Keeping up with the new

Despite its tremendous success, Müller is genuinely confounded that some jeanswear and streetwear buyers do not attend B&B. “I honestly can’t believe that still some independent retailers don’t come to our show, or even other shows,” he says. “They, obviously, are retailers by accident. They should go just to photograph what other people are wearing. It’s important to know what is happening. Even a car mechanic has to keep up with new technology. But the best buyers are really professional and are awake and they will continue to be successful.
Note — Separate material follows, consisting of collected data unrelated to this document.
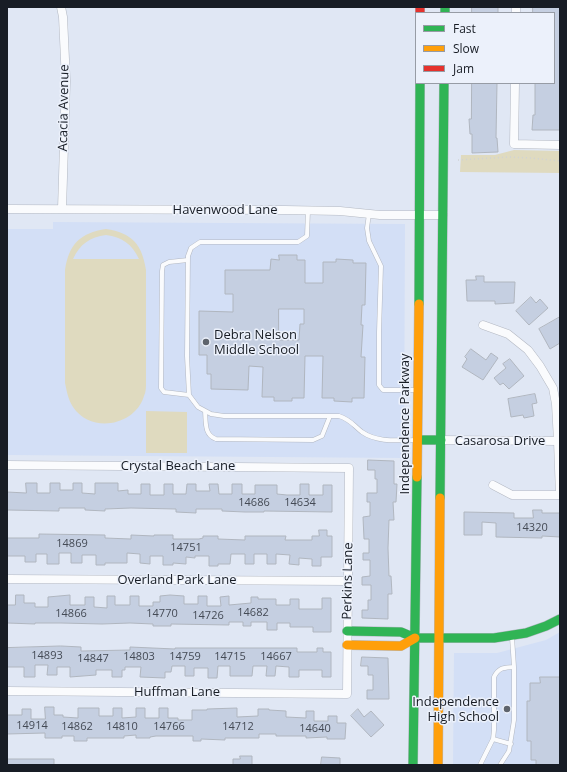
<!DOCTYPE html>
<style>
body{margin:0}
#map{position:relative;width:567px;height:772px;overflow:hidden;background:#e0e7f4;font-family:"Open Sans",sans-serif}
canvas{display:block}
.frame{position:absolute;inset:0;border:8px solid #181d25;pointer-events:none}
.legend{position:absolute;left:415px;top:12px;width:140px;height:72px;box-sizing:border-box;background:#ecf1fb;border:1px solid #979ca5;margin:0;padding:5px 7px;list-style:none;font-size:12px;color:#181d25}
.legend li{display:flex;align-items:center;gap:8px;height:20px}
.legend b{width:20px;border:1px solid #979ca5}
</style>
<div id="map">
<canvas width="567" height="772"></canvas>
<div class="frame"></div>
<ul class="legend">
<li><b style="height:5px;background:#30b455"></b>Fast</li>
<li><b style="height:5px;background:#ff9f0a"></b>Slow</li>
<li><b style="height:5px;background:#e5322d"></b>Jam</li>
</ul>
</div>
<script>
const c = document.querySelector('canvas').getContext('2d');
c.lineJoin = 'round';
function paint(path, color) { c.fillStyle = color; c.fill(path, 'evenodd'); }
function strokePath(path, color, width, dash) { c.strokeStyle = color; c.lineWidth = width; c.lineCap = dash ? 'butt' : 'round'; c.setLineDash(dash || []); c.stroke(path); }
function write(font, color, halo, rows, align = 'center') {
  c.font = font + ' "Open Sans",sans-serif'; c.lineWidth = 3; c.setLineDash([]); c.textBaseline = 'middle'; c.strokeStyle = halo; c.fillStyle = color; for (const [text, x, y, turn = 0] of rows) {
    c.save(); c.translate(x, y); c.rotate((+turn || 0) * Math.PI / 180); c.textAlign = isNaN(turn) ? turn : align; if (halo) c.strokeText(text, 0, 0); c.fillText(text, 0, 0); c.restore();
  }
}
const built = new Path2D(`
 M53,222L405,224L404,458L7,455V229H53Z
 M560,632V765H453L454,653H497L546,640Z`);
const green = new Path2D(`
 M514,150L560,151V173L460,172L461,155H495Z
 M106,229C132,233 142,244 146,270V383C146,387 146,392 144,396C135,426 91,434 73,407C68,399 67,392 65,383V270C69,244 80,233 106,229ZM106,235C122,237 132,244 139,259H73C80,244 90,237 106,235Z
 M146,411L187,412V453H146Z`);
const building = new Path2D(`
 M472,7H498V13H472Z
 M533,7H560V130H532L533,115H535V83H554V13H533Z
 M472,83H497L496,138H497L498,152L472,153V134H470L469,119H471Z
 M279,255H297V260H305V283H323V262H336V259L353,260V263H366L365,305H362L361,325H363L361,357H365L364,398H352V402L334,401V398H322L323,356H305L304,398H292V401H274V397H262L263,367L249,366L248,390L211,389V374H207V355H199V311L233,312V294H225V270H270L271,259L279,260ZM279,309H304V324H300L299,340H279Z
 M476,276H484V282H515L514,303L495,304V301H467L466,280H476Z
 M531,297L536,303L540,299L548,308L529,325L516,311Z
 M560,317V343L550,349L539,329Z
 M471,349L486,360L491,353L498,358L483,380L462,367L467,359L465,357Z
 M510,359L524,376L509,389L503,383L500,385L494,378L506,368L503,364Z
 M535,394L537,403L532,404L534,416L524,418L523,415L511,417L508,399Z
 M368,460L394,461V484H397L396,502H393L394,520H389L388,548L389,576H391L392,594H388V619L362,618V610H368V600H371V585H362V577L370,576V560H363V553H369V539H364L363,517L370,516V502H367V493H377V479H375V470H368Z
 M26,483H37V493H50V483H60V490H73V483H82V493L95,494V483H118V491L128,490V494H141V484H150V495H164V484H173V494H186L187,484H196V491H210L209,484H218L219,494H232V484H242V494H255V485H277V494L287,495H300V484H309V495H323V485H332V512L264,511V512H245L222,511V509H196V513L176,512V509L131,508L105,509V511L85,510V508H59V511L7,510V492L26,493Z
 M533,510H542V513H560V537L542,536V538L496,537V523L482,522V535H464V512L514,513V518H533Z
 M319,530H327V536H332V557H321V566H312V559L299,558V565L289,564L290,555L276,554V564H267V554H254V564H245V554H231L230,564H218V566H209V556H195V558L186,557V564L173,563V565H163V556H150V564L140,563V554L127,553V563H105V565H96V555H82V563H71V553H59V564H47V554H36V562H25V556H7V538H39V534L105,535V538L131,539V535L154,536V535H173V539H199L203,538V536H218V539L245,540V536H286L285,540H312V536H319Z
 M16,595H24V603H35V607H48V597L70,595V605H85V597H94V607L107,608V596H115V605H130V596H139V606H153V602H160V596L170,595L184,596V604H198V596H207V606H221L220,597L229,596V605L251,603V597H258V599H276V605H290V599H299V609H322V598H331V632H313V627H290V623H277V630H267V622H251V626H243V622H229V625L171,624V626H153V624L130,623L102,624L61,623H35V624L7,623V605H15Z
 M61,646L81,647V651L130,650V647L175,649V648H297V652H317V648H323V652H331V677H322V670H299V677H289V667L276,666L275,676H266L267,666H253L252,676H230V666H218L217,678H208V668H194V676H185V666H172L171,672H165V678L140,677L141,667H125V670H122V677H112V670H96V675L70,677V667H57V675H47L48,665H35V677H24V667H7V648Z
 M362,657L388,658L389,699H367V690H373V675H368V666H361Z
 M540,677H560V765H536V760H531V741H527V701H530V683H540Z
 M45,707H54V715H63V717L78,718V708H99V716H113V708H122V718L136,717V708H145V718H159V708H168V718H178V720H192V710H207V709L237,708V717L258,716V709H269V710L286,711V717L306,718V711H314V721H328V716H337V723H346L345,739H327V737L306,738V736H276V734H259V738H225V740L201,739V741H193V736H156L150,737V738H136V735L124,736V738H87V741H74V736H62V738H45V733L7,734V715H22V709H31V719H45Z
 M358,709L364,717L371,711L384,725L371,737L351,716Z
 M240,756H252V765H233V759H240Z
 M322,757L340,758V765H321Z
 M7,759H54V765H7Z`);
const path = new Path2D(`
 M458,160L509,157L531,158L560,161`);
const lane = new Path2D(`
 M308,211L307,236L298,242H200L191,248L188,256L187,356L189,395L198,407L211,414L224,416H339C351,420 353,425 362,432C378,443 399,440 418,440
 M369,214L367,228L369,241L381,266L379,332V385L383,390H418
 M188,260L169,262L163,265L162,271L161,388L164,392L189,395
 M205,411C206,422 204,435 216,439L313,440L322,436L330,416
 M493,739L511,744
 M480,765L493,739L494,730V677C499,667 504,668 514,667
 M500,765L509,751L514,720V667L512,637`);
const street = new Path2D(`
 M61,7L63,17L66,81L62,209
 M516,13V7
 M515,83L514,144L560,145
 M7,209L285,210L340,211L380,215H443
 M483,325L508,334L528,350L540,366L553,388L556,404L558,441L560,495
 M441,440L558,441
 M7,465L349,468L347,694L7,691
 M493,485L512,495H560
 M7,579L348,581`);
const fast = new Path2D(`
 M445,7V13
 M419,304L420,83
 M418,440H441
 M440,498L444,83
 M347,631L401,632L415,638H494L526,633L546,626L560,619
 M413,765L417,477`);
const slow = new Path2D(`
 M417,477L419,304
 M347,645L401,646L415,638
 M438,765L440,498`);
const jam = new Path2D(`
 M420,7V13`);
const markers = [
 [206,342,4,"#5e646d"],
 [507,709,4,"#5e646d"]
];
const numberNames = [
 ["14686",254,503],
 ["14634",300,503],
 ["14320",532,528],
 ["14869",72,544],
 ["14751",186,548],
 ["14682",253,613],
 ["14866",71,614],
 ["14770",162,614],
 ["14726",208,616],
 ["14893",47,656],
 ["14803",139,657],
 ["14759",185,657],
 ["14715",230,657],
 ["14667",276,657],
 ["14847",93,659],
 ["14914",32,726],
 ["14862",77,727],
 ["14810",122,727],
 ["14766",169,727],
 ["14712",238,727],
 ["14640",315,729]
];
const streetNames = [
 ["Acacia Avenue",64,108,-89],
 ["Havenwood Lane",225,210],
 ["Independence Parkway",405,424,-90],
 ["Casarosa Drive",500,441],
 ["Crystal Beach Lane",178,466],
 ["Overland Park Lane",177,580],
 ["Perkins Lane",348,581,-89],
 ["Huffman Lane",177,692]
];
const poiNames = [
 ["Debra Nelson",214,335],
 ["Middle School",214,350],
 ["Independence",499,702,"right"],
 ["High School",499,717,"right"]
];
paint(built, '#d3dff6');
paint(green, '#dfdabf');
paint(building, '#c5cfe1');
strokePath(building, '#b0b6bf', 1);
strokePath(lane, '#b3b8c2', 5);
strokePath(street, '#b3b8c2', 9);
strokePath(fast, '#b3b8c2', 10);
strokePath(slow, '#b3b8c2', 10);
strokePath(jam, '#b3b8c2', 10);
strokePath(path, '#cfd2d5', 1.5, [1, 3]);
strokePath(lane, '#fafbfd', 4);
strokePath(street, '#fafbfd', 8);
strokePath(fast, '#30b455', 9);
strokePath(slow, '#ff9f0a', 9);
strokePath(jam, '#e5322d', 9);
for (const [x, y, r, color] of markers) { const dot = new Path2D(); dot.arc(x, y, r, 0, 2 * Math.PI); c.fillStyle = color; c.fill(dot); strokePath(dot, '#ecf1fb', 1.5); }
write('11px', '#444a55', null, numberNames);
write('13px', '#181d25', '#ecf1fb', streetNames);
write('13px', '#181d25', '#ecf1fb', poiNames, 'left');
</script>
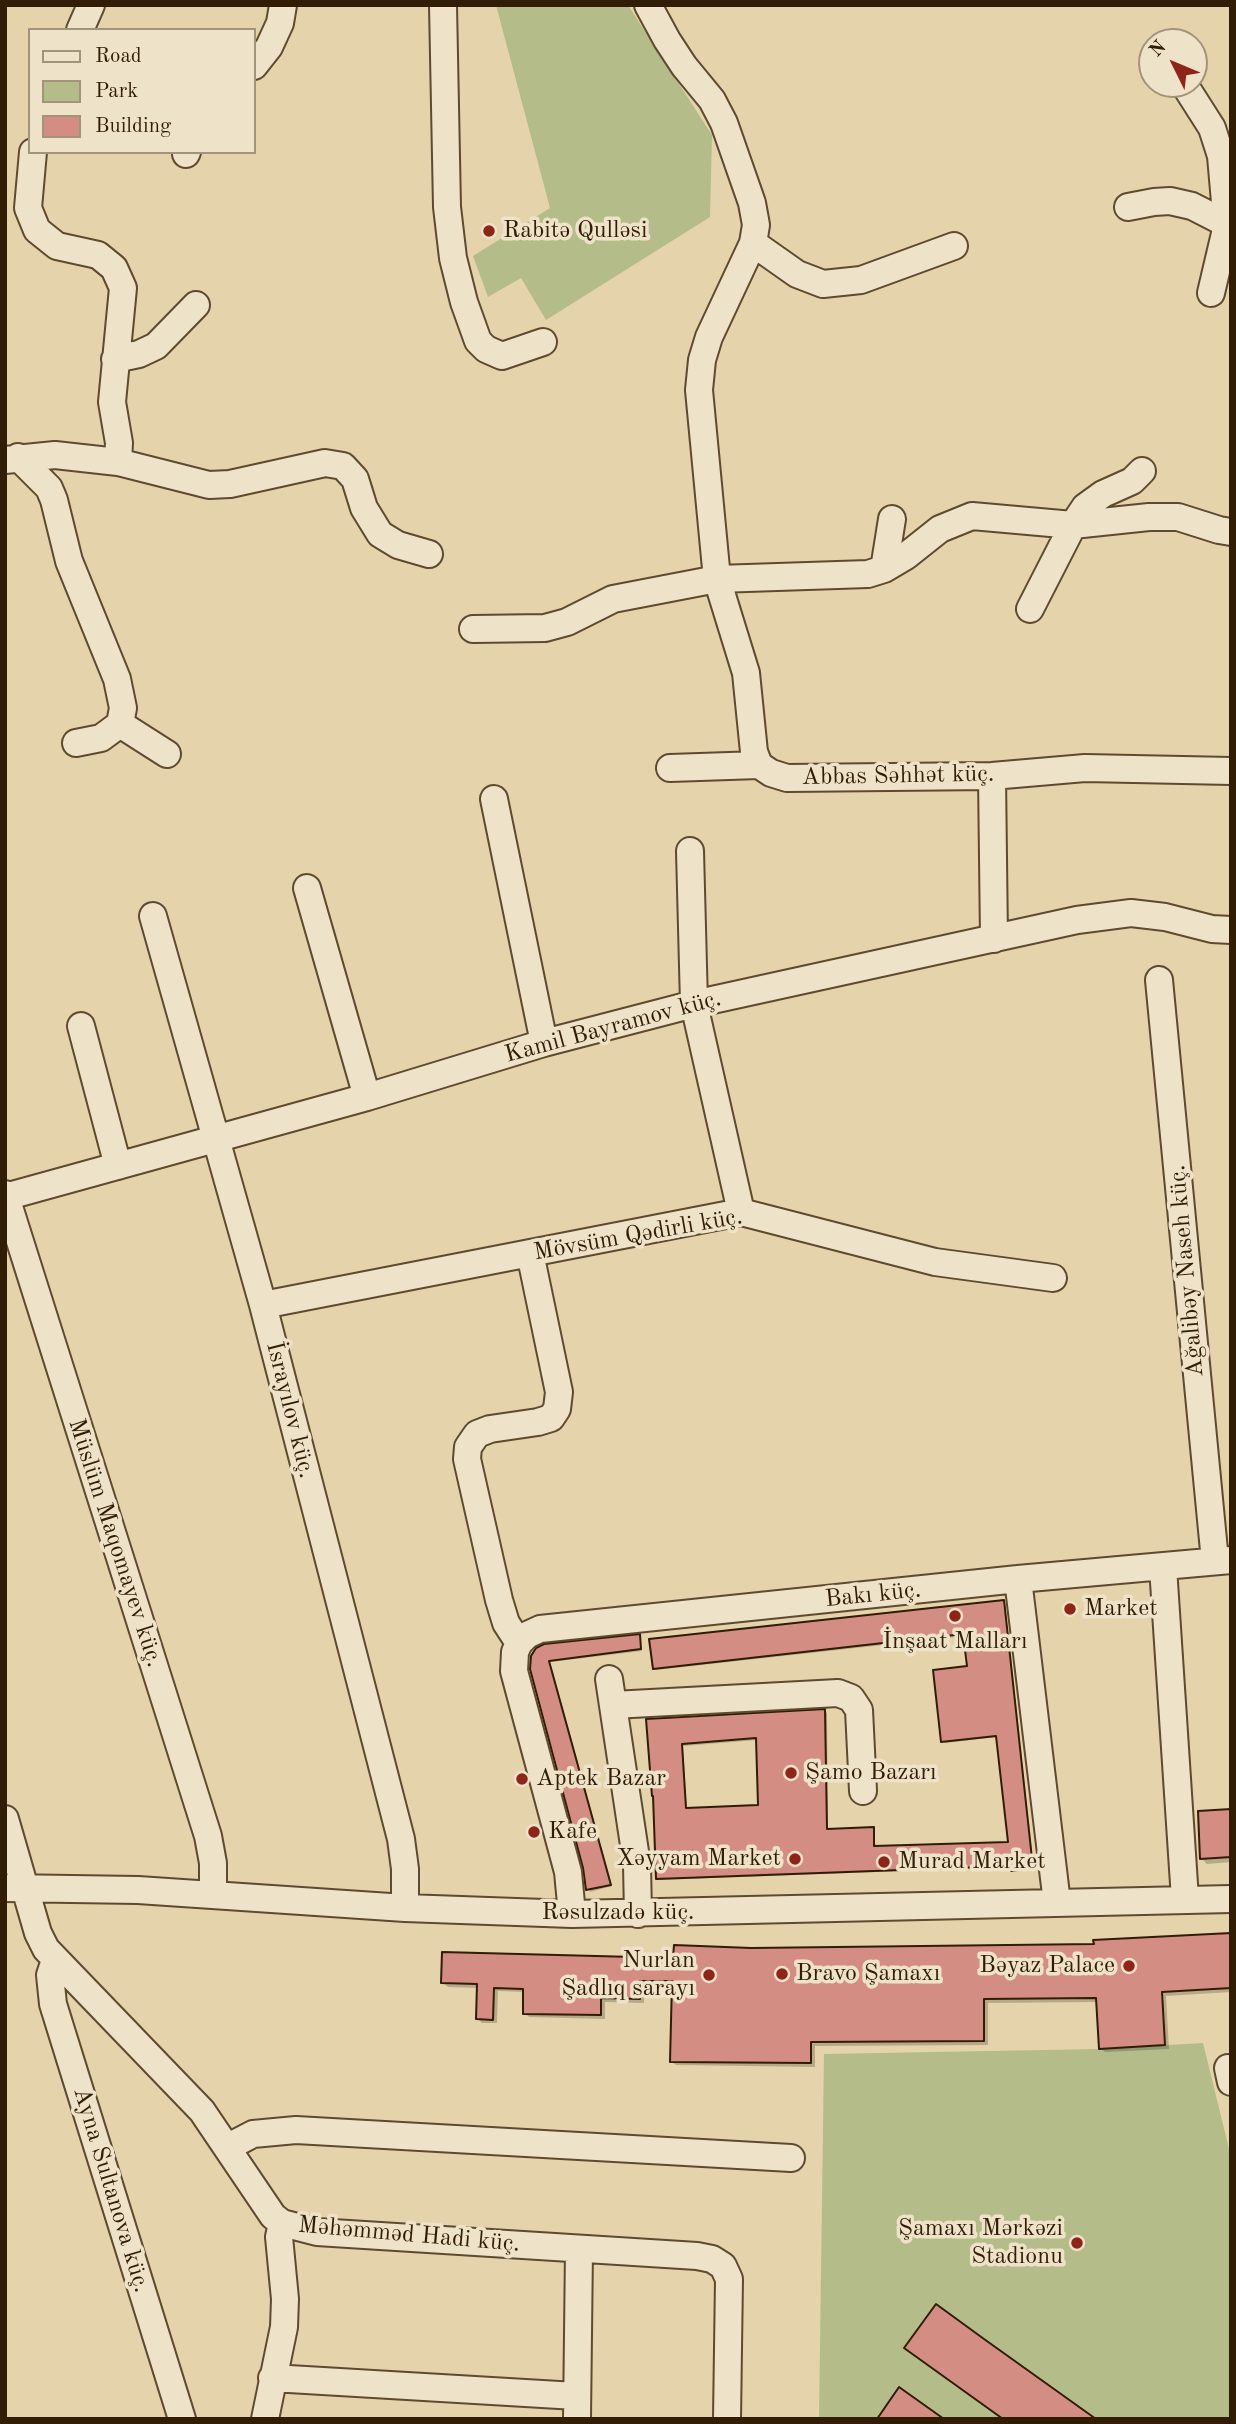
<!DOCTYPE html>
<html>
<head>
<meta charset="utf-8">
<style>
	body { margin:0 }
	#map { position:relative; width:1236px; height:2424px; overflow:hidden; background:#e5d3ab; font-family:"Old Standard TT",serif }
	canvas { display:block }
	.frame { position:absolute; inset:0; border:7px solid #311c05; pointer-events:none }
	.legend { position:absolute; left:28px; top:28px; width:228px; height:126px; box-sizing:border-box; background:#eee2c8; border:2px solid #a2937a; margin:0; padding:9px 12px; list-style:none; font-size:21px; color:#311c05 }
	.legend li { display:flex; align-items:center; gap:14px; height:35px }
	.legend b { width:35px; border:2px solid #a2937a }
	.north { position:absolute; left:1138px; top:28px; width:70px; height:70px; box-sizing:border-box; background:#eee2c8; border:2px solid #a2937a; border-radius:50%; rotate:313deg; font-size:19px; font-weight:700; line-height:28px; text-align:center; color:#311c05 }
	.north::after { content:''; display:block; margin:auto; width:24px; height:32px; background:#8f2418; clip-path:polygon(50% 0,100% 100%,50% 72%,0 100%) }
</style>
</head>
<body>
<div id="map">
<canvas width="1236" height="2424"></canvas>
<div class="frame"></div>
<ul class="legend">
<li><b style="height:9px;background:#eee2c8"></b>Road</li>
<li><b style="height:19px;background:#b4bc89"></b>Park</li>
<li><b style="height:19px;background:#d48d82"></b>Building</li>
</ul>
<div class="north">N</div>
</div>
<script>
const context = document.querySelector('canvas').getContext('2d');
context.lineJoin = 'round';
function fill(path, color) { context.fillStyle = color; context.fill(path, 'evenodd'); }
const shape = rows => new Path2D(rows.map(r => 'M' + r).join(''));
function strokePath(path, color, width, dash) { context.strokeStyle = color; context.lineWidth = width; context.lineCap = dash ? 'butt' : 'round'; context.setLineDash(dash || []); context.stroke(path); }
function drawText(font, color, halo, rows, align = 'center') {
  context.font = font + ' "Old Standard TT",serif'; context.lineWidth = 7; context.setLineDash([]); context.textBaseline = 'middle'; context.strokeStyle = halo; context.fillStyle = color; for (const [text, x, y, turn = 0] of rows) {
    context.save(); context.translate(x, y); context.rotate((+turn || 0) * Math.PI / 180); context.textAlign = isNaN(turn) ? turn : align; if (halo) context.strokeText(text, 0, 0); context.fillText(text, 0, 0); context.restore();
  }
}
fill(shape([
	[496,5,628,5,712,135,710,217,546,320,521,278,488,297,473,256,550,208],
	[1203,2043,1231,2157,1231,2419,819,2419,824,2054,1099,2049]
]), '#b4bc89');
fill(shape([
	[1003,1601,1005,1603,1034,1870,1014,1872,1012,1867,660,1880,658,1878,655,1797,648,1721,825,1711,827,1713,828,1830,873,1829,876,1848,1010,1843,998,1737,945,1743,943,1741,969,1668,965,1636,656,1670,654,1668],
	[758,1740,759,1807,687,1809,683,1746],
	[639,1636,642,1651,550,1662,612,1886,590,1892,532,1656],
	[1231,1811,1231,1862,1207,1864,1202,1859],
	[1231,1935,1231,1992,1166,1996,1169,2049,1105,2052,1100,2048,1098,2002,988,2003,988,2045,815,2046,815,2067,676,2065,671,2061,674,1985,644,1985,644,2003,605,2002,605,2019,529,2017,525,2013,525,1992,498,1991,497,2023,482,2023,478,2019,478,1988,448,1987,443,1983,675,1959,750,1949,1095,1946]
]), '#0003');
const building = shape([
	[1004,1600,1033,1868,1011,1871,1010,1866,656,1879,653,1796,652,1796,646,1719,825,1709,827,1829,874,1827,874,1846,1008,1842,996,1736,941,1742,933,1670,967,1666,963,1634,653,1669,649,1639,1004,1600],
	[756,1738,758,1805,686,1808,682,1744,756,1738],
	[640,1634,641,1649,549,1661,611,1885,586,1890,583,1868,530,1669,531,1656,536,1648,544,1644,640,1634],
	[1231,1809,1231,1857,1200,1859,1198,1811,1231,1809],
	[1231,1933,1231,1988,1162,1992,1165,2045,1099,2049,1096,1998,984,1999,984,2041,811,2042,811,2063,670,2062,672,1981,640,1981,640,1999,601,1998,601,2015,523,2014,523,1989,494,1988,493,2020,476,2019,477,1984,441,1983,442,1952,673,1958,674,1945,751,1948,1094,1944,1093,1940,1231,1933],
	[936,2304,984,2339,1096,2419,1003,2419,904,2348,936,2304],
	[899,2387,944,2419,877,2419,899,2387]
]);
fill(building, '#d48d82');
strokePath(building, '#311c05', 2);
const minor = shape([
	[443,5,447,207,453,258,464,302,478,341,486,349,502,356,543,342],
	[648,5,667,40,684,66,712,100,724,123,752,203,756,225,753,243,709,337,702,360,699,390,717,579,746,673,754,752,759,765,771,773,787,778,992,776,1085,768,1231,771],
	[80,30,91,5],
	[254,66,269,47,280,23,283,5],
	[1184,84,1212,128,1221,156,1227,225,1211,293],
	[33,152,28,208,37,230,57,246,98,255,114,268,123,288,112,402,119,443,118,462],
	[186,154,187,152],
	[1128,207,1154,202,1170,201,1192,206,1231,226],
	[753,243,797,274,823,284,861,280,954,246],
	[115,359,139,354,156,346,196,305],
	[18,457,49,488,54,500,69,561,117,679,123,708,120,724,101,738,76,743],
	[5,460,55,455,118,462,209,485,230,484,325,463,343,466,355,479,364,508,380,534,398,545,429,554],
	[884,569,892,519],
	[1030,609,1073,525,1085,507,1103,494,1132,481,1142,471],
	[473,629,545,628,567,622,613,599,717,579,868,574,884,569,906,556,940,529,972,516,1073,525,1149,517,1178,517,1219,530,1231,532],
	[120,724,167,754],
	[670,768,759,765],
	[992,776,994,939],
	[494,799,544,1043],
	[690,851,694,1004,741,1212],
	[307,888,367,1097],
	[153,916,263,1305,401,1839,405,1869,405,1908],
	[1159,980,1215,1561],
	[81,1026,118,1166],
	[5,1194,208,1836,213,1863,213,1894],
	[5,1197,367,1097,544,1043,694,1004,1077,920,1131,913,1165,917,1212,929,1231,930],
	[263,1305,741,1212,935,1262,1053,1278],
	[1163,1567,1185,1899],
	[1018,1579,1057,1903],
	[519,1643,506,1623,499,1600,467,1459,468,1447,477,1434,490,1429,538,1422,551,1418,557,1409,559,1392,530,1253],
	[609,1679,637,1865,638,1914],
	[613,1705,838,1693,851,1698,859,1710,863,1791],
	[5,1819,38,1933,46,1949,202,2111,273,2216,282,2223,317,2232,697,2256,712,2259,723,2266,729,2279,727,2419],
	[5,1888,138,1890,405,1908,572,1914,1231,1899],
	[572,1914,568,1872,514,1671,515,1652,519,1643,527,1635,540,1629,1018,1579,1231,1560],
	[55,1960,50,1975,53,2004,182,2419],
	[1228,2068,1231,2082],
	[228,2147,253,2134,296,2130,791,2158],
	[272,2378,576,2396],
	[265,2419,284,2327,285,2299,279,2237,282,2223],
	[577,2419,579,2249]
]);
strokePath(minor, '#5e4a2e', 30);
strokePath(minor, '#eee2c8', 26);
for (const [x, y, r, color] of [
	[489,231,7,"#8f2418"],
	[1070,1609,7,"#8f2418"],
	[955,1616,7,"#8f2418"],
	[791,1773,7,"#8f2418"],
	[522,1779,7,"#8f2418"],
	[534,1832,7,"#8f2418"],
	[795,1859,7,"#8f2418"],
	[884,1862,7,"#8f2418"],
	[1129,1966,7,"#8f2418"],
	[782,1974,7,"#8f2418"],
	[709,1975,7,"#8f2418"],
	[1077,2243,7,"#8f2418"]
]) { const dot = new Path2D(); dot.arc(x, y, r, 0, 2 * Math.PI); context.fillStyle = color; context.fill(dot); strokePath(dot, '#eee2c8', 2.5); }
drawText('24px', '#311c05', '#eee2c8', [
	["Rabitə Qulləsi",503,231],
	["Market",1084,1609],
	["İnşaat Malları",955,1642,"center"],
	["Şamo Bazarı",805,1773],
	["Aptek Bazar",536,1779],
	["Kafe",548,1832],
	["Xəyyam Market",781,1859,"right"],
	["Murad Market",898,1862],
	["Nurlan",695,1961,"right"],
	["Şadlıq sarayı",695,1989,"right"],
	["Bəyaz Palace",1115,1966,"right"],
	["Bravo Şamaxı",796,1974],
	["Şamaxı Mərkəzi",1063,2229,"right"],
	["Stadionu",1063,2257,"right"]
], 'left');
drawText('24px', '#311c05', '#eee2c8', [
	["Abbas Səhhət küç.",898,776,-1],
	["Kamil Bayramov küç.",613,1027,-15],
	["Mövsüm Qədirli küç.",638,1235,-10],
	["Ağalibəy Naseh küç.",1187,1271,-95],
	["İsrayılov küç.",290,1410,76],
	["Müslüm Maqomayev küç.",115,1543,72],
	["Bakı küç.",873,1595,-6],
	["Rəsulzadə küç.",618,1913],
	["Ayna Sultanova küç.",111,2190,73],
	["Məhəmməd Hadi küç.",409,2235,5]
]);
</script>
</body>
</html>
“One thing we all have to work against, however, is the idea that the guy or girl who works in a fashion store is somehow a loser, that they are there because they can’t get a better job. In 14 oz, where I employ 15 full-timers plus part-timers, I pay my sales people well because I want them to be proud of being good at what they do.”

Ten years in, Karl-Heinz Müller, the great denim fan, admits that he failed to make his fabric and laundry area, The Source, a success. He gave up after two seasons in Barcelona. He has also failed to bring together a convincing kidswear area, despite various attempts. The creation of Bread & Butter has not been without personal cost, either. “In the beginning everyone told me I’d lose money. I had no planning, I just wanted to run a small independent fair, run my shop and be a distributor. But with what happened, I had to move from Cologne to Berlin, I closed my first 14 oz store in Cologne and I gave up the distributorship. OK, now we are still in Berlin and I have a new 14 oz store, but it’s been a hard journey.”

Hopefully the next 10 years for B&B will not be quite so demanding, but with Müller at the helm, we always should expect the unexpected.


  1. It is really, really hard to define a Top 5, as we have had so many fantastic brand presentations, but here goes…The very first G-Star stand in the Siemens Kabelwerke in Berlin in summer 2003. They built an incredible stand, in the shape of a cauldron, in the centre of the fair. It was a statement for everyone else.

  2. In winter 2010 Paul Frank had a fantastic showroom installation covering 3,230 sq ft. The space was used like a house with living rooms.

  3. In summer 2010 the Polo Jeans Ralph Lauren stand in displayed an incredible engagement.

  4. The Diesel booth in summer 2010. They built a dome in the outside area, which created a great atmosphere. They have built a real destination stand there.

  5. The Nigel Cabourn booth in winter 2011 was a statement towards the whole LOCK community and family. The stand and his presence at B&B was a great success for him.



  1. From 2000 the sneaker evolved from a performance shoe to a fashion item and so began the sneaker revolution. Brands such as Nike, Puma, Le Coq Sportif, Dunlop, Gola and Onitsuka Tiger generated a huge hype.

  2. The LA denim phenomenon started around 2002-03 with Earl Jeans, Paige, Citizens of Humanity and so on. These jeans cost about ¤200 to ¤300.

  3. Also around 2002-03 there was a general renaissance in the denim market. Major brands hit massive turnovers as jeans were developed with extreme treatments, washes and styles - and prices went up.

  4. Urbanwear became more dressed up as a very sophisticated segment evolved with slim silhouettes in suits, jackets with jeans and so on. The pure looks from Scandinavian brands like Tiger of Sweden, Sand and J Lindeberg became big.

  5. In recent seasons we have seen
    the LOCK trend celebrating handcrafted and manufactured products in high-quality fabrics. Tradition and heritage have become new values, seen in British brands like Nigel Cabourn, Lyle & Scott, Tricker’s, Barbour and Gloverall. This is a very strong trend for the future.